Minh Nguyen wrote:
Speaking of anglocentrism, I wonder if it'd be
possible for the current
captcha software to generate captchas in other languages. I've seen some
generated captchas at the Vietnamese Wikipedia that would definitely
confuse Vietnamese-speakers (can't remember the words exactly), because
of things like r's and n's smooshed up right next to each other and
stuff. The user might have to /guess/ because the English words really
don't follow Vietnamese spelling rules.
An advantage to localizing the captchas would be that it might reduce
the impact of spambots at non-English projects. As far as I know, there
isn't yet a captcha-defeating bot that understands Vietnamese or Basque
or Quechua.
By the way, I'm only proposing localizing for most languages that use
the Latin alphabet, because requiring users to respond to a captcha in
Thai or Arabic would exclude a lot of legitimate interwiki users. And
users of other scripts tend to have the means of entering in Latin-based
characters. Also, for languages that use diacritical marks, we could
generate the words without the marks and modify
[[MediaWiki:Captcha-createaccount]], asking the user to enter in the
word without diacritical marks of any kind.
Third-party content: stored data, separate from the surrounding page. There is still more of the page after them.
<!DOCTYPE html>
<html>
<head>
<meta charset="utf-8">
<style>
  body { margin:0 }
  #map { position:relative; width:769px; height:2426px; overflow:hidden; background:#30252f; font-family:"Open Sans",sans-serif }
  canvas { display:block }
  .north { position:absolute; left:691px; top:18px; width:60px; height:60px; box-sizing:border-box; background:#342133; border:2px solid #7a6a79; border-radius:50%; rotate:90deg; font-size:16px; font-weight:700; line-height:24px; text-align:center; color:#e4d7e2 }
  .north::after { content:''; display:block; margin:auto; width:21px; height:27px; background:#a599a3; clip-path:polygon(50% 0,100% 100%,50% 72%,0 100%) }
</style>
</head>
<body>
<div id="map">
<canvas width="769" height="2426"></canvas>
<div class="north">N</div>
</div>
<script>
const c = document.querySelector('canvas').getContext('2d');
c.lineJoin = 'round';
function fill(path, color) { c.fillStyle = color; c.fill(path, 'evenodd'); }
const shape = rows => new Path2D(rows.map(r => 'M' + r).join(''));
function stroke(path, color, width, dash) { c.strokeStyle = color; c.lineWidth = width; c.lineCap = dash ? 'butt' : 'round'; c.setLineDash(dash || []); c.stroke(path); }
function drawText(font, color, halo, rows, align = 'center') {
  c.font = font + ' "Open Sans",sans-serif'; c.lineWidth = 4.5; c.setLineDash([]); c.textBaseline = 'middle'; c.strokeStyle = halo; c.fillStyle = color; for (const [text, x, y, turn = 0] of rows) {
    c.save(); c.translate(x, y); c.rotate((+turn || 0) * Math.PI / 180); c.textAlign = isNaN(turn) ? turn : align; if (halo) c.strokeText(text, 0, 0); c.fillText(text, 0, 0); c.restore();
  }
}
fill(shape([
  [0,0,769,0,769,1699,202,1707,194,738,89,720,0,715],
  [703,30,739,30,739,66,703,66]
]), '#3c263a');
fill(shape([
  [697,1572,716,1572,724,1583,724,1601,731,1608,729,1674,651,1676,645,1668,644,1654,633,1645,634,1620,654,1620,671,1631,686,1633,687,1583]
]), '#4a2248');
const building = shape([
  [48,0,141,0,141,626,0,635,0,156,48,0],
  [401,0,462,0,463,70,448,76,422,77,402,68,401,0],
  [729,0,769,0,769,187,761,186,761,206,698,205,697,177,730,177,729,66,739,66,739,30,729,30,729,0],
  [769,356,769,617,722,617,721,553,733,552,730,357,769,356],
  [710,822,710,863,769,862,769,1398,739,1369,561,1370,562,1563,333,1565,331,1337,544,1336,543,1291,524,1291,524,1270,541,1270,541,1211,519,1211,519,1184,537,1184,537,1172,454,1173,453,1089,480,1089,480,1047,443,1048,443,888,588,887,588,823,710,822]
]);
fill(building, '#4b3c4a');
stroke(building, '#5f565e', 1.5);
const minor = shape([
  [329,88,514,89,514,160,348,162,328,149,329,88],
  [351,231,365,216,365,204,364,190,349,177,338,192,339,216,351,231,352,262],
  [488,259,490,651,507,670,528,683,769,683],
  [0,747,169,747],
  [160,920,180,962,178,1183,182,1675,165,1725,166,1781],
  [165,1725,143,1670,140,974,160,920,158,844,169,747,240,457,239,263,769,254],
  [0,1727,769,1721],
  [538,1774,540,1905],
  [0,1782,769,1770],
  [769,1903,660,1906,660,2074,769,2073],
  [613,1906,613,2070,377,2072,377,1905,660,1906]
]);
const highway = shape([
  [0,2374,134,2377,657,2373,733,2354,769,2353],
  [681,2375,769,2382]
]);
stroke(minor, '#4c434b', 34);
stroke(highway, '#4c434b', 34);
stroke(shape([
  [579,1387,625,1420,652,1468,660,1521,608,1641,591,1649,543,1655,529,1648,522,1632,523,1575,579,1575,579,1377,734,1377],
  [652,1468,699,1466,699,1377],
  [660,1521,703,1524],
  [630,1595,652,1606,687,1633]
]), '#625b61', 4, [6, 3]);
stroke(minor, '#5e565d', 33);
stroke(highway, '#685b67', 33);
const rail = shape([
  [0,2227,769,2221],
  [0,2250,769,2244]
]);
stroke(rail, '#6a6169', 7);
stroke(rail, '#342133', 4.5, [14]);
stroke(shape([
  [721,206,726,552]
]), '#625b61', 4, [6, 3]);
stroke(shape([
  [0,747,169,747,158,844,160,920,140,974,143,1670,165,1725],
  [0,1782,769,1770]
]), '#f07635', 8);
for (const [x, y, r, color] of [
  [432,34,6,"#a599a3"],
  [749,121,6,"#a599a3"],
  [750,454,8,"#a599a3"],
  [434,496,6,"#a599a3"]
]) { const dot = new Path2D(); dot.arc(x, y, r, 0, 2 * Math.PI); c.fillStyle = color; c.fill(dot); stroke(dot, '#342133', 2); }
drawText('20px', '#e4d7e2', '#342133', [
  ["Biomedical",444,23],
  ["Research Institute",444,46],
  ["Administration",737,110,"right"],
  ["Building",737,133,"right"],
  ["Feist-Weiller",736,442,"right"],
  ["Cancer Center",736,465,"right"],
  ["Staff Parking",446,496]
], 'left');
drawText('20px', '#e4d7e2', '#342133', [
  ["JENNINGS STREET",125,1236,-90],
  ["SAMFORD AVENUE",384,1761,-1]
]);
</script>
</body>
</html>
Indeed it would be possible: what would be needed would be a word list
of about a thousand short words, for each language that needed its own
captchas, since the captcha software uses these to build its challenge
strings. It _might_ be possible to start with a set of common words in
English, and to use Wiktionary to choose the nearest equivalents in each
language.
However, I also think that it would be a good idea to have captchas in
non-Latin scripts as well: presumably many Arabic or Thai readers have
the same problems recognizing Latin characters that readers of Latin
scripts would have with Arabic or Thai characters. We could always offer
a Latin-script alternative as a fallback.
-- Neil